>>

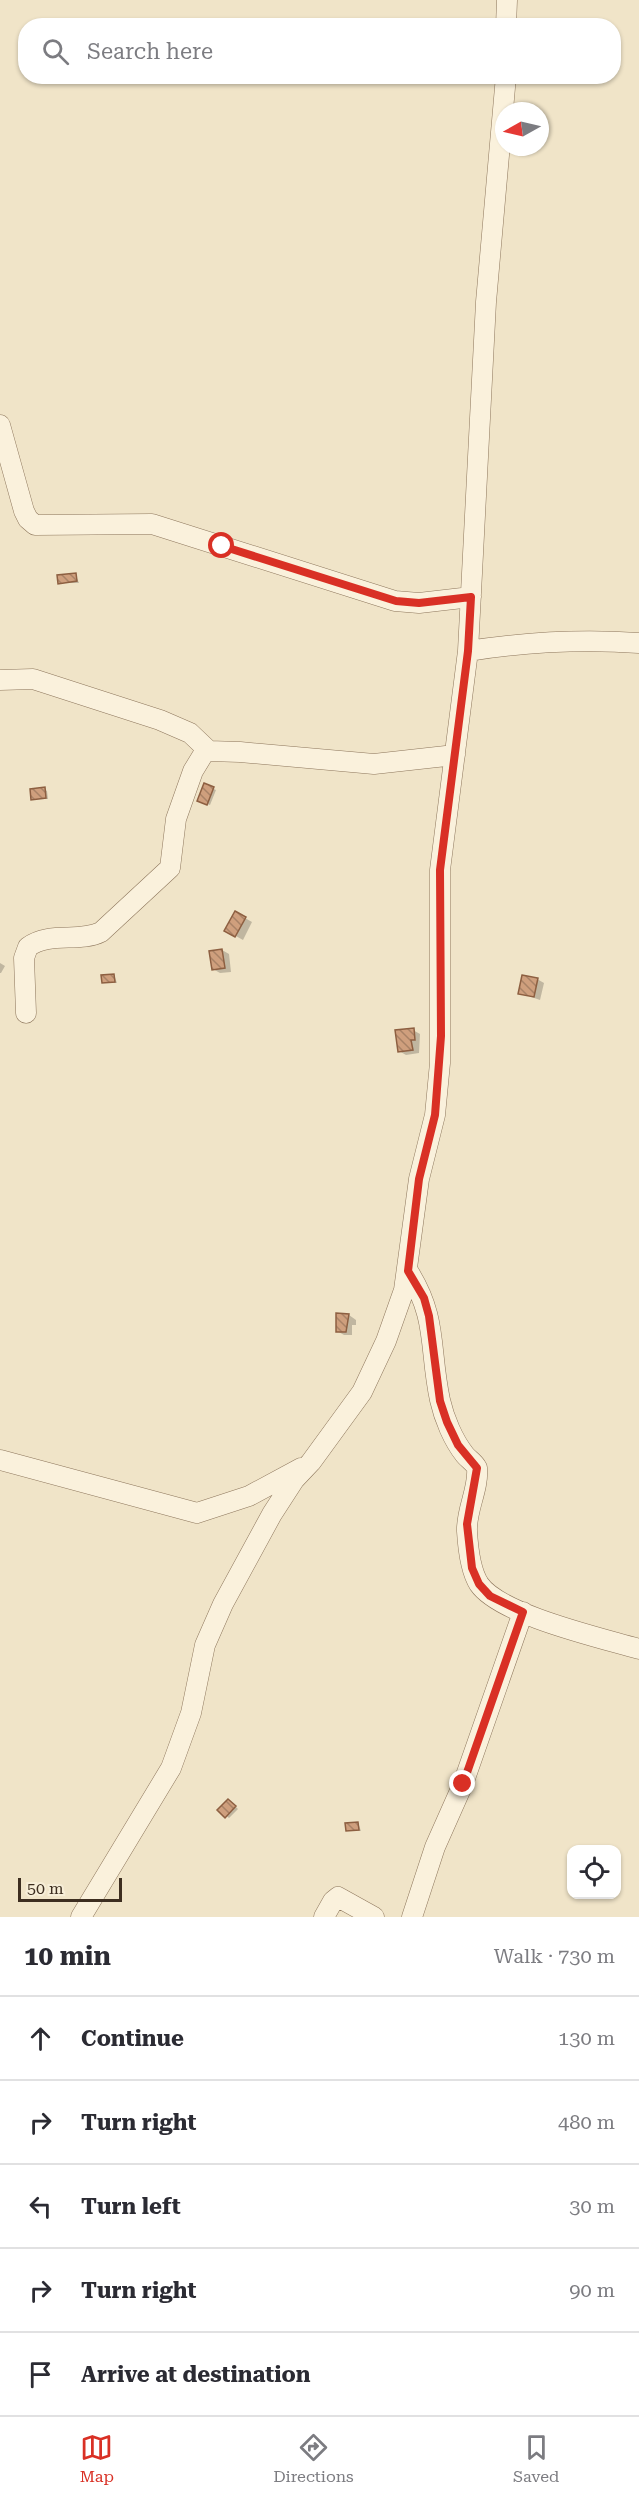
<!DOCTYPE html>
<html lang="en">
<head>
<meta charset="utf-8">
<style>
  body { margin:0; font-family:"Roboto Serif",serif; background:#f2f2f3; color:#2b2b33 }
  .controls { position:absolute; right:18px; bottom:18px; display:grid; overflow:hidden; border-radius:12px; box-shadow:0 2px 4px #0004 }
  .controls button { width:54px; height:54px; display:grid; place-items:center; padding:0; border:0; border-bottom:2px solid #e1e1e2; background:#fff; color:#2b2b33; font:30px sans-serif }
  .compass { position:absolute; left:495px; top:102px; width:54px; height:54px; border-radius:50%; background:#fff; box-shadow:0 2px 4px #0004; rotate:262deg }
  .scale { position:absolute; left:18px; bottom:15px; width:104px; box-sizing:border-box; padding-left:6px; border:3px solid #3d2e20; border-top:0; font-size:16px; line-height:21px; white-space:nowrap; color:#3d2e20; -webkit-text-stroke:4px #f7eed8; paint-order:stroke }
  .stop { position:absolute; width:18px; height:18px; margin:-14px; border:4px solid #d93025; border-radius:50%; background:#fff }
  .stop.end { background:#d93025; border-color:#fff; box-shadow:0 2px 6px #0008 }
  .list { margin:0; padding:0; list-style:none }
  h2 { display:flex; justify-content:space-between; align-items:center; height:78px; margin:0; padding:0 24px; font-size:26px }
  h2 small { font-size:20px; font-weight:400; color:#7c7c81 }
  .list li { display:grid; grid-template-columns:39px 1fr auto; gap:18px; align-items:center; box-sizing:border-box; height:84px; padding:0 24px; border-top:2px solid #e1e1e2 }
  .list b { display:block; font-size:22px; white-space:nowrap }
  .list em { font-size:20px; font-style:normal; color:#7c7c81 }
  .icon { flex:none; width:33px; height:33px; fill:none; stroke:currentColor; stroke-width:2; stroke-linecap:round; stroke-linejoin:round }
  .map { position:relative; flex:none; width:639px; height:1917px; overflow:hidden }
  .search { position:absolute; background:#fff; box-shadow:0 2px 4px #0004; left:18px; right:18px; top:18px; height:66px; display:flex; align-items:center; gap:15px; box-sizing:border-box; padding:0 21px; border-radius:24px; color:#7c7c81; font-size:22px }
  .sheet { height:498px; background:#fff }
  nav { display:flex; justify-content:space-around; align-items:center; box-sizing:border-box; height:84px; border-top:2px solid #e1e1e2; background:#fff; font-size:16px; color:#7c7c81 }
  nav a { display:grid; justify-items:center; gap:3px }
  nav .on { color:#d93025 }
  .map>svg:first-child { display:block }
  .shadow { fill:#0003 }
  .building { fill:url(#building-back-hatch); stroke:#8d5f41; stroke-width:1.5 }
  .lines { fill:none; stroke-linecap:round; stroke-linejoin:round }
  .minor-casing { stroke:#8d765c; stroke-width:21 }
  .minor { stroke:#faf1dc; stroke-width:20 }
  .route { stroke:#d93025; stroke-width:8 }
</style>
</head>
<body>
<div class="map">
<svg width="639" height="1917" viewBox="0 0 639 1917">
  <defs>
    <pattern id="building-back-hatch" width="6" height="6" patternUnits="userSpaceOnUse" patternTransform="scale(1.5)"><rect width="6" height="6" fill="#cf9f7d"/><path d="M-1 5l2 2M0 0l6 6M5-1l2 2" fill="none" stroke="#a98266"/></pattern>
  </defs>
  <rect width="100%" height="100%" fill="#f0e4c8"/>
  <path class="shadow" d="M75,574L79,583H60Z
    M205,785L216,790L210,805L201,802Z
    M44,789L47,791L48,799H32Z
    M236,913L252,922L243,940L227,931Z
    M222,950L229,954L231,972L220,973L213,969Z
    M0,963L5,966L1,973H0Z
    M114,975L117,983L104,982Z
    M537,979L544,983L540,1000L520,993Z
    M413,1030L420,1034L419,1053L406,1055L399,1051Z
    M337,1315H349L356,1320V1325H352V1335H344L337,1331Z
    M231,1802L238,1809L229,1818L219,1810Z
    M358,1823L361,1831L347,1830Z"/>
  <path class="building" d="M76,573L77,581L58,584L57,575Z
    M204,783L214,787L207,805L197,801Z
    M45,787L46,798L31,800L30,789Z
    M235,911L246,917L235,937L224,931Z
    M222,949L225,968L212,970L209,951Z
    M114,974L115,982L102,983L101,975Z
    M522,975L538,978L534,997L518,994Z
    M414,1028L415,1040H411L413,1050L398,1052L395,1030Z
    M336,1313L349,1314L346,1332H336Z
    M228,1799L236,1806L225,1818L217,1810Z
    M358,1822L359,1830L346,1831L345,1823Z"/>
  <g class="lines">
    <g class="minor-casing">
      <path id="minor" d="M506,26L507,0
        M0,425L24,511L28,519L35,525L152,524L395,601L419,603L471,597
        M468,651C526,642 581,639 639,643
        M0,680L33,679L160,720L190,733L209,751
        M26,1013L24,958L28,947C50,931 79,943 101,932L170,868L176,819L193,771L204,753L209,751L240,752L374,764L455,755
        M408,1271C438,1318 429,1349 440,1400C444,1418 453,1440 465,1455C469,1460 474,1462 477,1468C479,1489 466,1510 467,1531C468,1548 470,1570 479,1584C500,1615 602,1638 639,1649
        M0,1460L197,1513L249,1496L301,1468
        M81,1917L171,1768L191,1713L205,1645L223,1604L272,1514L294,1480L311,1462L362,1392L386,1341L404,1290L419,1179L435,1115L440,1063V870L468,651L486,302L506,76
        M324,1917L333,1901L338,1897L374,1917
        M412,1917L435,1847L463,1784L523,1612"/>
    </g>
    <use href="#minor" class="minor"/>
  </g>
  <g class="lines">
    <path class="route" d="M222,546L396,601L419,603L471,597L468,651L440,870L441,1036L435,1115L419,1179L408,1271L424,1298L429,1316L440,1401L447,1422L458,1445L477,1468L467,1524L472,1568L479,1584L490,1596L523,1612L463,1784"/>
  </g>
</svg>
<div class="controls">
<button><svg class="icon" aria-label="locate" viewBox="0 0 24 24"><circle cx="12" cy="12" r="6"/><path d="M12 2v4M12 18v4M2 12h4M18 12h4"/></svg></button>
</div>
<svg class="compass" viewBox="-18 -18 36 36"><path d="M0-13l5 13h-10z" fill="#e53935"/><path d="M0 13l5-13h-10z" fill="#7c7c81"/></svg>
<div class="scale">50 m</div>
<div class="stop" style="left:222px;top:546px"></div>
<div class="stop end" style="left:463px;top:1784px"></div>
<div class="search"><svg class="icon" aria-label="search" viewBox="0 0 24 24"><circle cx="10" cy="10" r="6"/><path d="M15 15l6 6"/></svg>Search here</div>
</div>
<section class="sheet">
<h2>10 min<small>Walk · 730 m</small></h2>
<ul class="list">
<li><svg class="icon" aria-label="ahead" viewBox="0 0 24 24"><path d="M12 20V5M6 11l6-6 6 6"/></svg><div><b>Continue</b></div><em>130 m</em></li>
<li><svg class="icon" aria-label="right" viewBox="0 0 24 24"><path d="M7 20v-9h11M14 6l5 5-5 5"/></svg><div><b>Turn right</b></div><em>480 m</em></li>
<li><svg class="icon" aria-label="left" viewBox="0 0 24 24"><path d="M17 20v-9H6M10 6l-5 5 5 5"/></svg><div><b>Turn left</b></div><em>30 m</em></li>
<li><svg class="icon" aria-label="right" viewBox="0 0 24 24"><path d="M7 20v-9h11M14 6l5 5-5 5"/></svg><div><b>Turn right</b></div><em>90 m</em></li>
<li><svg class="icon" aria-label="arrive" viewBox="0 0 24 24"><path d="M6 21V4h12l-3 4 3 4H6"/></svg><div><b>Arrive at destination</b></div></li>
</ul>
</section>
<nav>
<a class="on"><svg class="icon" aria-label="map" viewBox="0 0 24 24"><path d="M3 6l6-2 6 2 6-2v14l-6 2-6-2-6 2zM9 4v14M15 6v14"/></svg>Map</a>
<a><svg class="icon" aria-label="directions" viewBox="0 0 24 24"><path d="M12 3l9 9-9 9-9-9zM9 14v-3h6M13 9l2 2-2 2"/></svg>Directions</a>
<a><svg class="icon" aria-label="saved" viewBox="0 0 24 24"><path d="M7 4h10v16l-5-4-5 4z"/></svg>Saved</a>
</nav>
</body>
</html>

<<

Everything from the first line of the entries through the line that contains "position:absolute; width:18px; height:18px;" is to be reproduced exactly, except the pictures.

<!DOCTYPE html>
<html lang="en">
<head>
<meta charset="utf-8">
<style>
  body { margin:0; font-family:"Roboto Serif",serif; background:#f2f2f3; color:#2b2b33 }
  .controls { position:absolute; right:18px; bottom:18px; display:grid; overflow:hidden; border-radius:12px; box-shadow:0 2px 4px #0004 }
  .controls button { width:54px; height:54px; display:grid; place-items:center; padding:0; border:0; border-bottom:2px solid #e1e1e2; background:#fff; color:#2b2b33; font:30px sans-serif }
  .compass { position:absolute; left:495px; top:102px; width:54px; height:54px; border-radius:50%; background:#fff; box-shadow:0 2px 4px #0004; rotate:262deg }
  .scale { position:absolute; left:18px; bottom:15px; width:104px; box-sizing:border-box; padding-left:6px; border:3px solid #3d2e20; border-top:0; font-size:16px; line-height:21px; white-space:nowrap; color:#3d2e20; -webkit-text-stroke:4px #f7eed8; paint-order:stroke }
  .stop { position:absolute; width:18px; height:18px; margin:-14px; border:4px solid #d93025; border-radius:50%; background:#fff }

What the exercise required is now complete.